About this exercise
Exactly and without additions, transcribe the line that contains "Input: one rendered" and every line after it in the data.

(Collected data)
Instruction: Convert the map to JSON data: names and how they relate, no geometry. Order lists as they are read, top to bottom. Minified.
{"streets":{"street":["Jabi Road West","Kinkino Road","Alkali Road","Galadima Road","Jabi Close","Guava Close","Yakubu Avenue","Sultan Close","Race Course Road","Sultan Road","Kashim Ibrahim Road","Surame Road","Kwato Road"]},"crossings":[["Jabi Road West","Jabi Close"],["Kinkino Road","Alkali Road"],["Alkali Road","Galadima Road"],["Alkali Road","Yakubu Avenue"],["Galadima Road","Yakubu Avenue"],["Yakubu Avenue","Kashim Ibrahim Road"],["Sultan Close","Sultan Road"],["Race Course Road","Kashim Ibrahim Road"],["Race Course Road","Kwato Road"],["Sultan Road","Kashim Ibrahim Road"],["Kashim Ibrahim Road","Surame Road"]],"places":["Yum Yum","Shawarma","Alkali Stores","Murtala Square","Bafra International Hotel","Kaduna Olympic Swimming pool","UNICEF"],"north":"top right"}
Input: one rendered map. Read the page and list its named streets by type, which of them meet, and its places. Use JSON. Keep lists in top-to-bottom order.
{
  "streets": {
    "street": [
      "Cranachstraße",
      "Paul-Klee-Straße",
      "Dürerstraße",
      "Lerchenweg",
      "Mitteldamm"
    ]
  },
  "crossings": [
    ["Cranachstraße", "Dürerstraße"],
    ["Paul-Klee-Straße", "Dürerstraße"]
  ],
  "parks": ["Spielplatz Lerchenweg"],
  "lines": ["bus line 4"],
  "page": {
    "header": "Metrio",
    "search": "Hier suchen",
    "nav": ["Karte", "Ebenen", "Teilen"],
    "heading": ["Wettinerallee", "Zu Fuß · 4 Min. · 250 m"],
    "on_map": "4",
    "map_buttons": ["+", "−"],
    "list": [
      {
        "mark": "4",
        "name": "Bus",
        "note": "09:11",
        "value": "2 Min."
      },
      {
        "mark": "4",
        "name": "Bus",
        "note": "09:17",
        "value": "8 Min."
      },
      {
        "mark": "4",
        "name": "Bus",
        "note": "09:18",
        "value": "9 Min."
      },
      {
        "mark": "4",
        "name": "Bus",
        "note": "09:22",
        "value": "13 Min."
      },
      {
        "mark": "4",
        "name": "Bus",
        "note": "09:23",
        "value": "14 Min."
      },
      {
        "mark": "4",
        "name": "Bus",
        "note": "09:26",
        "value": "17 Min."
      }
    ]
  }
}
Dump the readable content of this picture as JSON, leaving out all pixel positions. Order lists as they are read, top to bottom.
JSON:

Exercise answer
Input: one rendered map. Read the page and list its named streets by type, which of them meet, and its places. Use JSON. Keep lists in top-to-bottom order.
{
  "streets": {
    "street": [
      "Cranachstraße",
      "Paul-Klee-Straße",
      "Dürerstraße",
      "Lerchenweg",
      "Mitteldamm"
    ]
  },
  "crossings": [
    ["Cranachstraße", "Dürerstraße"],
    ["Paul-Klee-Straße", "Dürerstraße"]
  ],
  "parks": ["Spielplatz Lerchenweg"],
  "lines": ["bus line 4"],
  "page": {
    "header": "Metrio",
    "search": "Hier suchen",
    "nav": ["Karte", "Ebenen", "Teilen"],
    "heading": ["Wettinerallee", "Zu Fuß · 4 Min. · 250 m"],
    "on_map": "4",
    "map_buttons": ["+", "−"],
    "list": [
      {
        "mark": "4",
        "name": "Bus",
        "note": "09:11",
        "value": "2 Min."
      },
      {
        "mark": "4",
        "name": "Bus",
        "note": "09:17",
        "value": "8 Min."
      },
      {
        "mark": "4",
        "name": "Bus",
        "note": "09:18",
        "value": "9 Min."
      },
      {
        "mark": "4",
        "name": "Bus",
        "note": "09:22",
        "value": "13 Min."
      },
      {
        "mark": "4",
        "name": "Bus",
        "note": "09:23",
        "value": "14 Min."
      },
      {
        "mark": "4",
        "name": "Bus",
        "note": "09:26",
        "value": "17 Min."
      }
    ]
  }
}
Dump the readable content of this picture as JSON, leaving out all pixel positions. Order lists as they are read, top to bottom.
JSON:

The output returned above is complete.